Myburgh gives a full and detailed account of the housing debacle that was one of Magashule’s first big manoeuvres in the Free State. A good R1-billion had to be spent on housing there or it would have been cut in the next budget, so it was spent — very rapidly, and almost entirely in a manner that broached all the rules of proper financial management. Suppliers and contractors were brought on board willy-nilly, regardless of previous experience or any assurance that they could do the job, which ultimately they indeed failed to do. Fewer than half of those more than 20 000 houses were actually built, and most of those that were built were so badly made that they were barely habitable.

Here is the core of the kind of damage done by such patronage politics: Magashule’s Free State administration basically ripped off the poorest of the poor, the very people whose interests the ANC is supposed to have at heart. Similar stories have played out again and again all across South Africa in the last two decades, including in Johannesburg’s Alexandra, where R1.7-billion allocated to development in that township simply vanished. It is unforgiveable, and it’s no wonder Alex residents are up in arms — and ready, as they did last week, to protest in the streets of well-heeled Sandton.

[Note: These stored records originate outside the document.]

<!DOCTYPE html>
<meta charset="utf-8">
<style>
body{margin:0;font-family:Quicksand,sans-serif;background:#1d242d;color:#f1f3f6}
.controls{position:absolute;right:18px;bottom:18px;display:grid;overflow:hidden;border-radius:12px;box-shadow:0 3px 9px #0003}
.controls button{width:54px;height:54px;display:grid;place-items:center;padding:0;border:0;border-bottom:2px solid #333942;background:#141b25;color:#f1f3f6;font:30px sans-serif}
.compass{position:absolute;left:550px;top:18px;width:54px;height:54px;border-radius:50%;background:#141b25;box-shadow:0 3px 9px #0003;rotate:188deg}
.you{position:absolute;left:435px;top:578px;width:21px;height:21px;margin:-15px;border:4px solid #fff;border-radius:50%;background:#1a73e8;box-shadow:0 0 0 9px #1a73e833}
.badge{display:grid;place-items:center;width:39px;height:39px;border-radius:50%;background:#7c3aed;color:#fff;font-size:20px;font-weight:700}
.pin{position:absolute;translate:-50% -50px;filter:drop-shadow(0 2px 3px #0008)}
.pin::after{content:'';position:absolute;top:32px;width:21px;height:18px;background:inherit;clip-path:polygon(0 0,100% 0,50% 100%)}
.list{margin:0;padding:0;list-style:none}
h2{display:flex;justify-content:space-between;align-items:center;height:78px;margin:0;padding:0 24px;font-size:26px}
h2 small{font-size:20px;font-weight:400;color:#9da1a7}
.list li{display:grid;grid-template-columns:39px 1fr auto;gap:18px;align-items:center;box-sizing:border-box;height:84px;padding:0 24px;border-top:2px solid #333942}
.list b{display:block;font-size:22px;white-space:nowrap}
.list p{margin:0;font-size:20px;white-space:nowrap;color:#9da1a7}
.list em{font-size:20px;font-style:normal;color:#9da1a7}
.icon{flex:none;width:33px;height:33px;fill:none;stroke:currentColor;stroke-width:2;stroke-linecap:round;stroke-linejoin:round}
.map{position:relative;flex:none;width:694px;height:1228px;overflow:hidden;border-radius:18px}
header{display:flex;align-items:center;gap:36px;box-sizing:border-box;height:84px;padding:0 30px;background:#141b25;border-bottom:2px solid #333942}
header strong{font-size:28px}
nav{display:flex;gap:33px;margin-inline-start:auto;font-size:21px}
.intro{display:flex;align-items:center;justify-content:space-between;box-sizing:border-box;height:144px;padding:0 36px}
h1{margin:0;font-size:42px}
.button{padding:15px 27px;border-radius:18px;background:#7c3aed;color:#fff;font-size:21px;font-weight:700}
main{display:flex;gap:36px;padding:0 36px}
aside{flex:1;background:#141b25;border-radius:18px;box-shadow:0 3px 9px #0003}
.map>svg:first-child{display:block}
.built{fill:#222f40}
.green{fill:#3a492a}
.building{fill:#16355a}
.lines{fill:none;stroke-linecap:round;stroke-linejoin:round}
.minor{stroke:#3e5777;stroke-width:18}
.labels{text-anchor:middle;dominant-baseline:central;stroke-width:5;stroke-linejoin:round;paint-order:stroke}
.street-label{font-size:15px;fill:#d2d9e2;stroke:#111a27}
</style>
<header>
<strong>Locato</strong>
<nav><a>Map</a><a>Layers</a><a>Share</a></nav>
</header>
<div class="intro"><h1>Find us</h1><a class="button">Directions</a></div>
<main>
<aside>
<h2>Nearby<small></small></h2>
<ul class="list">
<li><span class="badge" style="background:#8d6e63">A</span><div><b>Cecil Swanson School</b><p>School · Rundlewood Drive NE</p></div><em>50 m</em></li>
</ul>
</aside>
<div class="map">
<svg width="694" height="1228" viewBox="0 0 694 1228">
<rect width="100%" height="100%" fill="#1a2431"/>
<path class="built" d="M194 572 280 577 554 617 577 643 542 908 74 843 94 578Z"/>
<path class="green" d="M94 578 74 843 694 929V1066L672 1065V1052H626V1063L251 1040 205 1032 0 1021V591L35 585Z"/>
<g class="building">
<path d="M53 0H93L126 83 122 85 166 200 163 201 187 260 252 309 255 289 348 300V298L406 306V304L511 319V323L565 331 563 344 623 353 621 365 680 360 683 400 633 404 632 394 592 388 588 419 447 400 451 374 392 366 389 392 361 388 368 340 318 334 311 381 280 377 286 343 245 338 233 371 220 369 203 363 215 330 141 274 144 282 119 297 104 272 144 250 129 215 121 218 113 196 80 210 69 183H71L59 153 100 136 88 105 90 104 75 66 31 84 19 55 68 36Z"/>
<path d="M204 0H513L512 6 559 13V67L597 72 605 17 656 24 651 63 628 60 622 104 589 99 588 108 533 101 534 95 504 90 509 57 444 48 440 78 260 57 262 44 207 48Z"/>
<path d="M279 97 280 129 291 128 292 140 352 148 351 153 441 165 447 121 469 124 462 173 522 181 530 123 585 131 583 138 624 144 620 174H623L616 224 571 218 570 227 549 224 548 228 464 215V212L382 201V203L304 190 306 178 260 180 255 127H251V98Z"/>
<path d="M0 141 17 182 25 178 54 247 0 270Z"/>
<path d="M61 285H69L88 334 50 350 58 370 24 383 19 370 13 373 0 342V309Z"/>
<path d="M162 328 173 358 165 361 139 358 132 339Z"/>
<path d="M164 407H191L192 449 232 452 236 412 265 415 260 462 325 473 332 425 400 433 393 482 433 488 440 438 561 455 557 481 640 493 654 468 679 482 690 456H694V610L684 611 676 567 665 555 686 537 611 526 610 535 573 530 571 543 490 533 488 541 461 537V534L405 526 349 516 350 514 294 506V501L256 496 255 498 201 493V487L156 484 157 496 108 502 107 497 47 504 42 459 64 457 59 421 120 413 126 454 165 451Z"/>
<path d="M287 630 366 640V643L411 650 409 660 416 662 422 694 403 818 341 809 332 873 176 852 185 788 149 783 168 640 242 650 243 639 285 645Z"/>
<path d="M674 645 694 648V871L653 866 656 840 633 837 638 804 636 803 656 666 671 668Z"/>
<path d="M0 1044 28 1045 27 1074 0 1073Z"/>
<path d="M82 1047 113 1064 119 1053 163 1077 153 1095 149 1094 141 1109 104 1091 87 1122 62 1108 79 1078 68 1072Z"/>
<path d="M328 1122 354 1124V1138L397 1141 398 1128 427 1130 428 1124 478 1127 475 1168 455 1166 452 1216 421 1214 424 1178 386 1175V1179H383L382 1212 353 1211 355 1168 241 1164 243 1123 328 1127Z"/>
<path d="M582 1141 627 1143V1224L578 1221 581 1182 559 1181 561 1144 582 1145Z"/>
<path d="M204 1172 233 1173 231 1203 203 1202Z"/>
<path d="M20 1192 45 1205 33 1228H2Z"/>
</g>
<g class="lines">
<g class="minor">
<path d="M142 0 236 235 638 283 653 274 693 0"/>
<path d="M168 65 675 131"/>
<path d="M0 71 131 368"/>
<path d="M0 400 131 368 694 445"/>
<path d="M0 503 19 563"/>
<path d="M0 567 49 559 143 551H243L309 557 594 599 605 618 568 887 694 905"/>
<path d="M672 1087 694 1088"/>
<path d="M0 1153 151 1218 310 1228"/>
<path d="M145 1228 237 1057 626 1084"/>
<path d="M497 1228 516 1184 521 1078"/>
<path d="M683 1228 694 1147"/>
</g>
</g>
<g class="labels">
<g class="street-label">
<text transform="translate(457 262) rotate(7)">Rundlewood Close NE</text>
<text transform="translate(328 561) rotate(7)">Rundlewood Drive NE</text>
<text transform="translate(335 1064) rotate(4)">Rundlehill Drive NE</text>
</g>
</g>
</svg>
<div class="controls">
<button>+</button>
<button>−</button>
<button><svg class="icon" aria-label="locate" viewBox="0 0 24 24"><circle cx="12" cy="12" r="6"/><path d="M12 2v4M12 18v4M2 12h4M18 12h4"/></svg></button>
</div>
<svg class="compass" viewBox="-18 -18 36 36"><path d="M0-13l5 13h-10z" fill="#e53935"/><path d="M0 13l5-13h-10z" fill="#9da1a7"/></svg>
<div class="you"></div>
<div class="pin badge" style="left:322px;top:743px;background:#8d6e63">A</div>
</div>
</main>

Myburgh has another example of money being diverted from development to the pockets of political and tenderpreneurial players in his account of the asbestos scam in the Free State. In this case, more than R200-million was put into a scheme to document all the houses with asbestos roofing, which was to be replaced because it is dangerous, except, of course, almost none of the money went into that project.

A central figure in the asbestos scam was Igo Mpambani, who was murdered in broad daylight in the middle of Sandton — shot by two assassins in his Bentley (one of several luxury cars he bought after he got the Free State tender), which contained nearly R1-million in cash. It looks like Mpambani was about to undertake another of his regular journeys to the Free State, where he acted as a bagman distributing cash around the patronage network there. (He’d used some of that money to pay for transport to get ANC Women’s League and other supporters to the party’s rallies.)

Myburgh has managed to lay his hands on substantial chunks of Mpambani’s financial records, including a list of bribes to be paid. This is a treasure trove of information that shows how, in such tenderpreneurial money-laundering schemes, funds are diverted to shore up political projects such as Magashule’s domination in the province.

The motive for Mpambani’s murder is still unclear (fellow conspirators who were defrauded?), but the motive for the murder of Noby Ngombane, a provincial official trying to stem the tide of corruption, is not. Myburgh quotes his widow as saying: “It was about money and not really about politics”, but in the context of such patrimonial power plays, they are the same thing.

The tale of such skulduggery is paralleled in Gangster State by a solid account of the accompanying political machinations, especially the manipulation of ANC branches to boost support for Magashule and to knock out any opposition at grassroots level. More than one court case has found the Magashule group in the Free State to be guilty of such subversions of the ANC’s internal democratic processes, and there are still lingering questions about how he won the position of ANC secretary general.

In vital ways, Gangster State allows us to see how the programmes of self-enrichment and self-aggrandisement work in tandem with this destruction of democracy, both in the ANC and in the body politic as a whole. It helps to explain how South Africa got into its present dire state, and gives a clear picture of precisely what has to be fought against if we are ever to get out of it.